You are viewing a plain text version of this content. The canonical link for it is here.
Posted to dev@commons.apache.org by Alex Herbert <al...@gmail.com> on 2021/11/14 09:29:30 UTC

[STATISTICS] Distribution support is connect

Both the discrete and continuous distribution have a property in the interface:

    /**
     * Indicates whether the support is connected, i.e. whether
     * all values between the lower and upper bound of the support
     * are included in the support.
     *
     * @return whether the support is connected.
     */
    boolean isSupportConnected();

This is only ever true for all distributions.

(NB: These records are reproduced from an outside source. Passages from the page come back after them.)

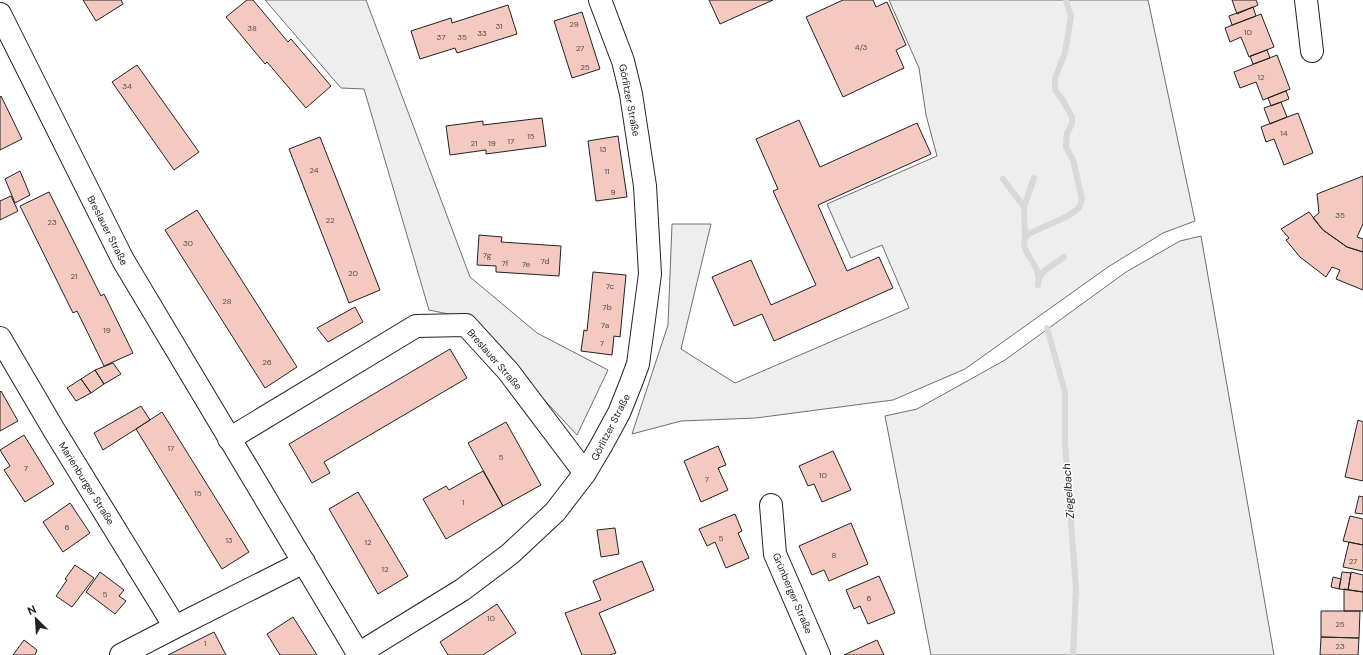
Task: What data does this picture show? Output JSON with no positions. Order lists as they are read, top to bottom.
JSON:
{
  "streets": {
    "street": [
      "Görlitzer Straße",
      "Breslauer Straße",
      "Marienburger Straße",
      "Grünberger Straße"
    ]
  },
  "crossings": [
    ["Görlitzer Straße", "Breslauer Straße"]
  ],
  "water": ["Ziegelbach"],
  "house_numbers": [
    "29",
    "31",
    "38",
    "10",
    "33",
    "37",
    "35",
    "4/3",
    "27",
    "25",
    "12",
    "34",
    "14",
    "15",
    "17",
    "21",
    "19",
    "13",
    "24",
    "11",
    "9",
    "35",
    "22",
    "23",
    "30",
    "7g",
    "7d",
    "7f",
    "7e",
    "20",
    "21",
    "7c",
    "28",
    "7b",
    "7a",
    "19",
    "7",
    "26",
    "17",
    "5",
    "7",
    "10",
    "7",
    "15",
    "1",
    "6",
    "5",
    "13",
    "12",
    "8",
    "27",
    "12",
    "5",
    "6",
    "10",
    "25",
    "1",
    "23"
  ],
  "north": "top left"
}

Other stats libraries in Python, R, Matlab, Mathematica do not have
this property. The property is in commons Math3 and dates back 10
years to the package name change from Math2 to Math3. I did not chase
the commit history through SVN.

In Math3 only 5 real distributions and 1 discrete distribution test
this property. They all test it is true.

Interestingly the discrete distribution is the enumerated distribution
built from a set of discrete values. This may be a case for returning
false if certain values between the lower and upper range have a
probability of zero. But in this case it is valid behaviour to return
zero for the probability.

It may be that this property was intended to be used to determine if
the distribution would throw an exception for certain values between
the lower and upper range for the support. In the [Statistics] version
of the distributions no exceptions are thrown. The return will be
either an appropriate extreme (+/- infinity) or NaN. There is also no
facility to determine what values within the support are not valid. So
the property isSupportConnect alone cannot be used to determine if the
value you are interested in is part of the support. This would require
a isSupported(double x) method.

I propose to remove this unused property from the distribution
interfaces prior to the initial 1.0 release to avoid this redundant
method.

Alex

---------------------------------------------------------------------
To unsubscribe, e-mail: dev-unsubscribe@commons.apache.org
For additional commands, e-mail: dev-help@commons.apache.org


Re: [STATISTICS] Distribution support is connect

Posted by Alex Herbert <al...@gmail.com>.
On Sun, 14 Nov 2021 at 19:19, Alex Herbert <al...@gmail.com> wrote:
>
>
>
> On Sun, 14 Nov 2021, 18:58 Phil Steitz, <ph...@gmail.com> wrote:
>>
>>
>>
>> On 11/14/21 2:29 AM, Alex Herbert wrote:
>> > Both the discrete and continuous distribution have a property in the interface:
>> >
>> >      /**
>> >       * Indicates whether the support is connected, i.e. whether
>> >       * all values between the lower and upper bound of the support
>> >       * are included in the support.
>> >       *
>> >       * @return whether the support is connected.
>> >       */
>> >      boolean isSupportConnected();
>> >
>> > This is only ever true for all distributions.
>> >
>> > Other stats libraries in Python, R, Matlab, Mathematica do not have
>> > this property. The property is in commons Math3 and dates back 10
>> > years to the package name change from Math2 to Math3. I did not chase
>> > the commit history through SVN.
>> >
>> > In Math3 only 5 real distributions and 1 discrete distribution test
>> > this property. They all test it is true.
>> >
>> > Interestingly the discrete distribution is the enumerated distribution
>> > built from a set of discrete values. This may be a case for returning
>> > false if certain values between the lower and upper range have a
>> > probability of zero. But in this case it is valid behaviour to return
>> > zero for the probability.
>> >
>> > It may be that this property was intended to be used to determine if
>> > the distribution would throw an exception for certain values between
>> > the lower and upper range for the support. In the [Statistics] version
>> > of the distributions no exceptions are thrown. The return will be
>> > either an appropriate extreme (+/- infinity) or NaN. There is also no
>> > facility to determine what values within the support are not valid. So
>> > the property isSupportConnect alone cannot be used to determine if the
>> > value you are interested in is part of the support. This would require
>> > a isSupported(double x) method.
>>
>> The reason it exists is to make the default inverse cum impl handle the
>> case where there is a gap in support.  If you want to add the
>> requirement that support is always connected, you can drop the code in
>> the default inverse cum that does this.
>
>
> The point is that this never occurs. This feature is only tested using a mock distribution that requires it.
>
> The feature can always be added back if a distribution requires it in the future. But currently there are no such distributions.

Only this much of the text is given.